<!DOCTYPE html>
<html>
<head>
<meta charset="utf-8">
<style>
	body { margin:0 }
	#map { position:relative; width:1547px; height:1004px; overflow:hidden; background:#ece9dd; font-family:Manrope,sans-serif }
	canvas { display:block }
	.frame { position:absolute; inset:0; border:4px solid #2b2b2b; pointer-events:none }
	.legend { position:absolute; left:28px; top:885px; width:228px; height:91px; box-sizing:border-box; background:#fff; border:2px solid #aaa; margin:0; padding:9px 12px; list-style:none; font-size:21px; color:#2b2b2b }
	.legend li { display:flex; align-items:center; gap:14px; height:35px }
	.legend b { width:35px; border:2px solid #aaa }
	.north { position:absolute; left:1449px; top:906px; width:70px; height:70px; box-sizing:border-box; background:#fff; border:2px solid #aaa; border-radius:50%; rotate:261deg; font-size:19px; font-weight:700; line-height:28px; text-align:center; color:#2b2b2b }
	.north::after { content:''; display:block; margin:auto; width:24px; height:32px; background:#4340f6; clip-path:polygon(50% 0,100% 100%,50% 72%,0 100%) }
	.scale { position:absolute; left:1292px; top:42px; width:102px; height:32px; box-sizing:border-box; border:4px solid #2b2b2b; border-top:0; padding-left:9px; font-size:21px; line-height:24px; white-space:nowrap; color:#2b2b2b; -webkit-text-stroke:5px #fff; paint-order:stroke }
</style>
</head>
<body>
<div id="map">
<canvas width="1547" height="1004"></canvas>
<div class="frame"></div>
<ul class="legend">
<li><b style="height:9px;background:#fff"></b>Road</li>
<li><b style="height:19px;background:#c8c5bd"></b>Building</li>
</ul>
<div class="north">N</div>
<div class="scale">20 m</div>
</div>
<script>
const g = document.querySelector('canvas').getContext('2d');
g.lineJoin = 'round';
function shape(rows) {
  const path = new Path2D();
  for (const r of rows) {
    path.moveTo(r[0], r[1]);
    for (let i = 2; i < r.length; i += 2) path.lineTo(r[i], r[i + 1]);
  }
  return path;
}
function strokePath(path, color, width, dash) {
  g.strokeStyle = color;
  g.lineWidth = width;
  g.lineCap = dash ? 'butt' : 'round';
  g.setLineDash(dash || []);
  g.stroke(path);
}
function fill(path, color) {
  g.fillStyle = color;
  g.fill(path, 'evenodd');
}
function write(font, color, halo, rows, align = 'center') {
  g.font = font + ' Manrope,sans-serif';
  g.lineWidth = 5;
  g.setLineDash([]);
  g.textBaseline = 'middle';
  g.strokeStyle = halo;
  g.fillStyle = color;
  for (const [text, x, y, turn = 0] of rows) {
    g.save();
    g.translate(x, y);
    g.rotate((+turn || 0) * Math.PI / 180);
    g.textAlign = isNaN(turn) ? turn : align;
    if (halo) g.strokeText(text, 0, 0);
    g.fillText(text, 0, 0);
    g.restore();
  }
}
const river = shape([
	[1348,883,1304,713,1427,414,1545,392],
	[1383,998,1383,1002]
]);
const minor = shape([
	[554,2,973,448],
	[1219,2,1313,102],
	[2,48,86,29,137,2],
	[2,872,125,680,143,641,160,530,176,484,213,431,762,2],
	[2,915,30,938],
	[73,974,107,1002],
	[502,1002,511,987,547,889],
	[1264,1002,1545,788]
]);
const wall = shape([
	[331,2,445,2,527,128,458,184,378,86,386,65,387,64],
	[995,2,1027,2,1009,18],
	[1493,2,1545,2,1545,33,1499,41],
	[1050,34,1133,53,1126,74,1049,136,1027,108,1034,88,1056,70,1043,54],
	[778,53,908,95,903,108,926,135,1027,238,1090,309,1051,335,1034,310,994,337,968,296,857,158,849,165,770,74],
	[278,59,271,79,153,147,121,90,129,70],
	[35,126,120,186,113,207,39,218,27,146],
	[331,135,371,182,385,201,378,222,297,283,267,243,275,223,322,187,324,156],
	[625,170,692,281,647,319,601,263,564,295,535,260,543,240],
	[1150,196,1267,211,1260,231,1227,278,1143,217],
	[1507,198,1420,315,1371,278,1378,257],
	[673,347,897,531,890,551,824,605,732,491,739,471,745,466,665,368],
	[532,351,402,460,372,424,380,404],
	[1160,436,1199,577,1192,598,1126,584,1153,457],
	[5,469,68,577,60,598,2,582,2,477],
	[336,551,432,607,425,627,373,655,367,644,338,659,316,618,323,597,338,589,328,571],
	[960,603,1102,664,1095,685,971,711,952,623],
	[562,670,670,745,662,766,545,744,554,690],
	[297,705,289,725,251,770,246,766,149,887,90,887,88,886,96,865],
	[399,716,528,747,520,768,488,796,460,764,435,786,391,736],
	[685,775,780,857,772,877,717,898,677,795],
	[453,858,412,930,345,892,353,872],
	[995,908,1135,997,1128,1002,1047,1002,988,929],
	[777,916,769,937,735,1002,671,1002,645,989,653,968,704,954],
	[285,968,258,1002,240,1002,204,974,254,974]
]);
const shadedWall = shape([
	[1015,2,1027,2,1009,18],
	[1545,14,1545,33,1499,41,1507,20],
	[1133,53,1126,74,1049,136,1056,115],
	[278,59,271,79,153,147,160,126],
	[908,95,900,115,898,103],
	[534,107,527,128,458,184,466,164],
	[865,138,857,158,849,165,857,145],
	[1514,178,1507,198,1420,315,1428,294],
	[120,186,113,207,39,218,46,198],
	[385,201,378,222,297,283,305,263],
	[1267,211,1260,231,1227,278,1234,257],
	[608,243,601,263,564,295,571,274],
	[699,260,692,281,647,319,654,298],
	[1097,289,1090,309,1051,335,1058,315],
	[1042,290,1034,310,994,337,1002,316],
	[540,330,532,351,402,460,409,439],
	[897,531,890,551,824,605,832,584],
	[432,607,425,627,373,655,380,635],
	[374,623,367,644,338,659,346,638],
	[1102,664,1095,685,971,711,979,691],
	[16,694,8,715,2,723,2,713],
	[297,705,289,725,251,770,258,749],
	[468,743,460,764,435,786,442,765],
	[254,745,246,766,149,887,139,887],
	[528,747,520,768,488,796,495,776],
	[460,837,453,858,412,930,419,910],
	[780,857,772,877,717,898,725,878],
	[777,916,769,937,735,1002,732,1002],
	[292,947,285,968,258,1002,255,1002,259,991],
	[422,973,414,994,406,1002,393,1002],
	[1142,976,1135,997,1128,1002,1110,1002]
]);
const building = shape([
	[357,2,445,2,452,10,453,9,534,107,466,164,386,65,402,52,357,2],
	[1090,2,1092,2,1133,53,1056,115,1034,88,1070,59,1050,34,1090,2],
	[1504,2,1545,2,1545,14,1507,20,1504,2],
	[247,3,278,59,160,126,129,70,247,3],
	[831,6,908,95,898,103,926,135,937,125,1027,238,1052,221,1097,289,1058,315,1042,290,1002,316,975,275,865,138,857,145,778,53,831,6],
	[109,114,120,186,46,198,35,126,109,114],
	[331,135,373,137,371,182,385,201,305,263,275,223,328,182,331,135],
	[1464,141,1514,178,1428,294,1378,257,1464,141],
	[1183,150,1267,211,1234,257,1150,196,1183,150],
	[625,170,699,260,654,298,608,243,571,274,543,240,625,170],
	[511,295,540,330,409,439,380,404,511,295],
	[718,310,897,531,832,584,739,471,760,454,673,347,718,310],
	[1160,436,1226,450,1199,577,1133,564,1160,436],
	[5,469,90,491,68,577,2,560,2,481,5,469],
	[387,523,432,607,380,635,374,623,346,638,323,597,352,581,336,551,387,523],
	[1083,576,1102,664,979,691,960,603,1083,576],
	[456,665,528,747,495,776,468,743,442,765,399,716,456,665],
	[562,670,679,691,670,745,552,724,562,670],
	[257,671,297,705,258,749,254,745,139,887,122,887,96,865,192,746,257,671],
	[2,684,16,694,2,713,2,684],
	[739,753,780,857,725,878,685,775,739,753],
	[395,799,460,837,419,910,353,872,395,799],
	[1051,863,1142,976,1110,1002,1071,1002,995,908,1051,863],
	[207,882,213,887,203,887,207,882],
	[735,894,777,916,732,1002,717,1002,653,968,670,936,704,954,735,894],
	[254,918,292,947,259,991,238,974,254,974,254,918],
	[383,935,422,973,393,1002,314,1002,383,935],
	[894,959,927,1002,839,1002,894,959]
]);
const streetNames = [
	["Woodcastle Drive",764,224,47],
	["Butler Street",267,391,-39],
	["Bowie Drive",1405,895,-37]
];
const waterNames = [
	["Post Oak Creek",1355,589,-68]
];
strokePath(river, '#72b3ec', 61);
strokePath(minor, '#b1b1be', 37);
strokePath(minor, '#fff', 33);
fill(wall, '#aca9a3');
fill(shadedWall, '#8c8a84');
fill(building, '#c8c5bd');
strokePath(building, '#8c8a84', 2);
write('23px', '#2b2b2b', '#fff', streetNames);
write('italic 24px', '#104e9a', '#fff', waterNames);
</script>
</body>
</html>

Task goal:
Please go through the data and copy each line containing the word "rows".

Output below:
function shape(rows) {
  for (const r of rows) {
function write(font, color, halo, rows, align = 'center') {
  for (const [text, x, y, turn = 0] of rows) {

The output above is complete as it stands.